• **Dataset entries**:
════

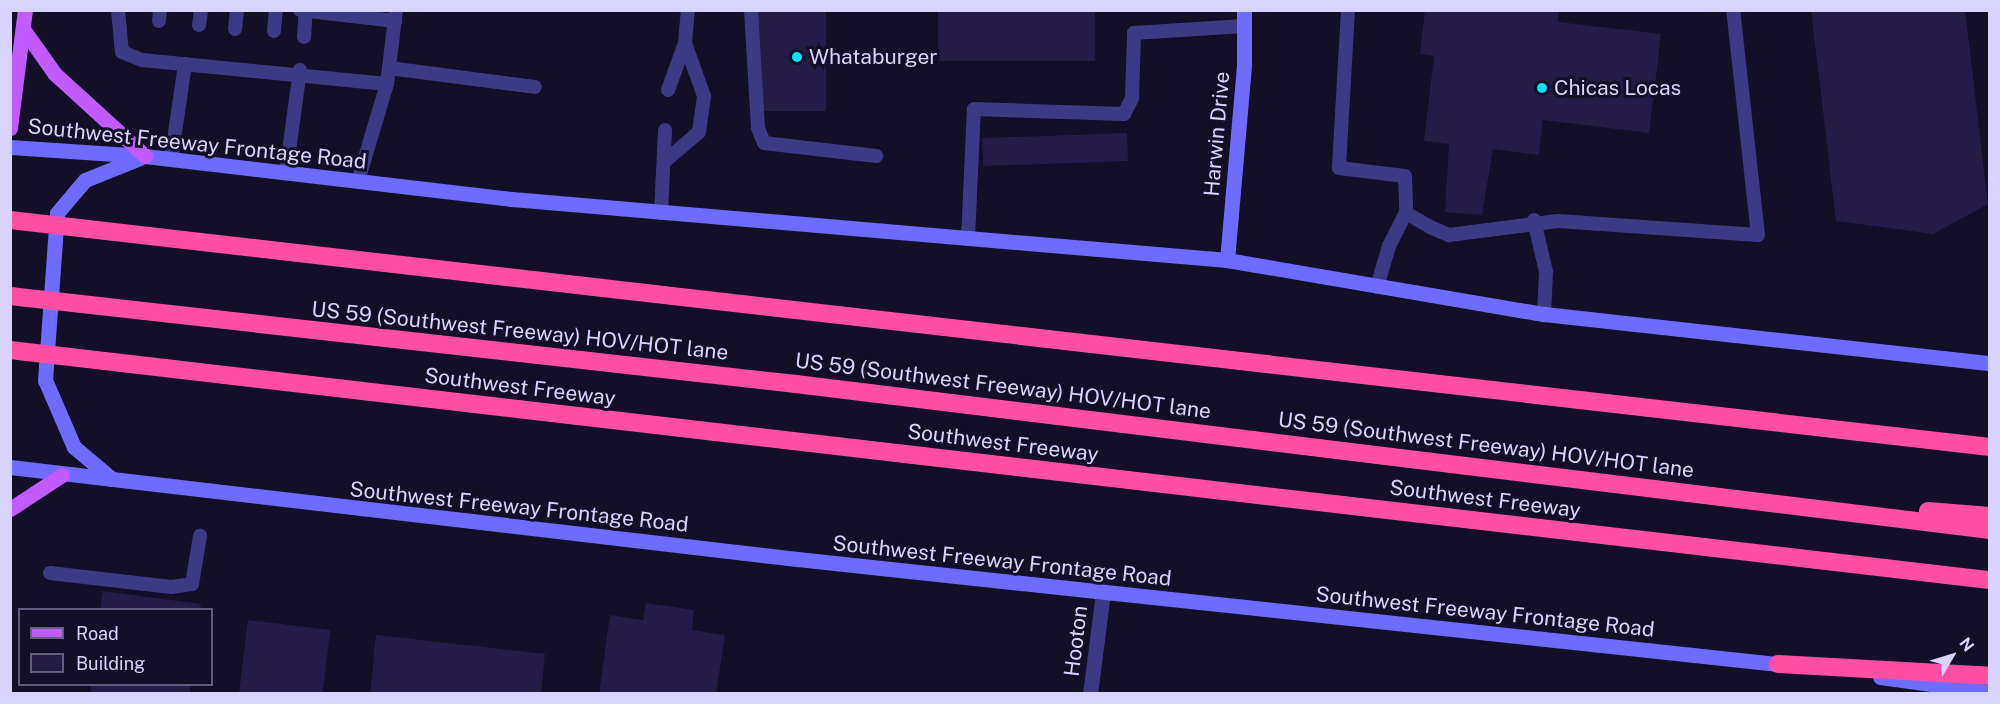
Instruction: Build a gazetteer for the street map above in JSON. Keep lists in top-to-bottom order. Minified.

════

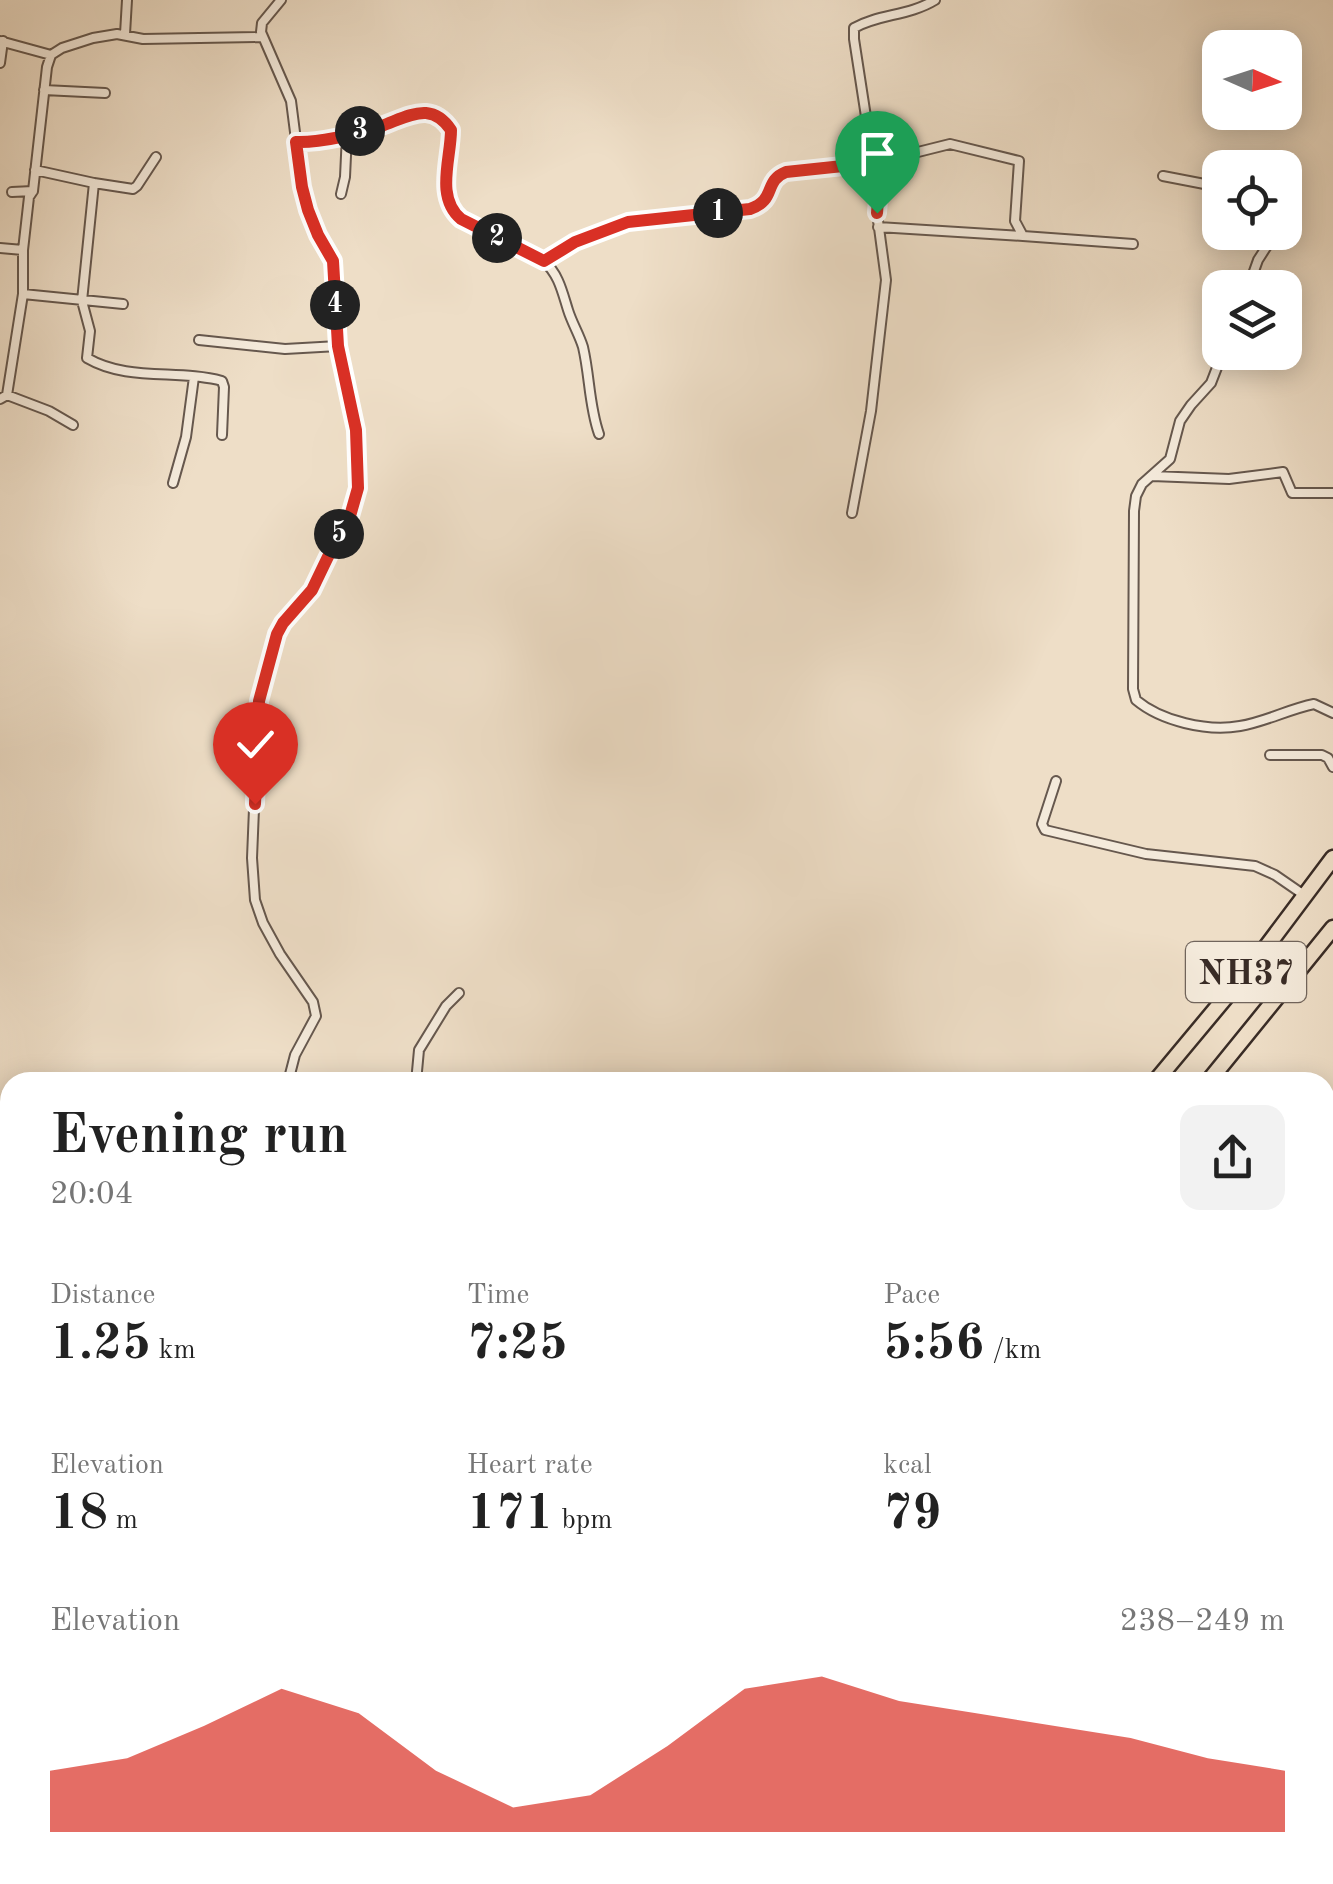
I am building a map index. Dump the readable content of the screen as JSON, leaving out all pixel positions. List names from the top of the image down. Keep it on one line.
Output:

════

The word to find is "Keep". Copy every line of the records that holds it.

• **Response box**:
Instruction: Build a gazetteer for the street map above in JSON. Keep lists in top-to-bottom order. Minified.
I am building a map index. Dump the readable content of the screen as JSON, leaving out all pixel positions. List names from the top of the image down. Keep it on one line.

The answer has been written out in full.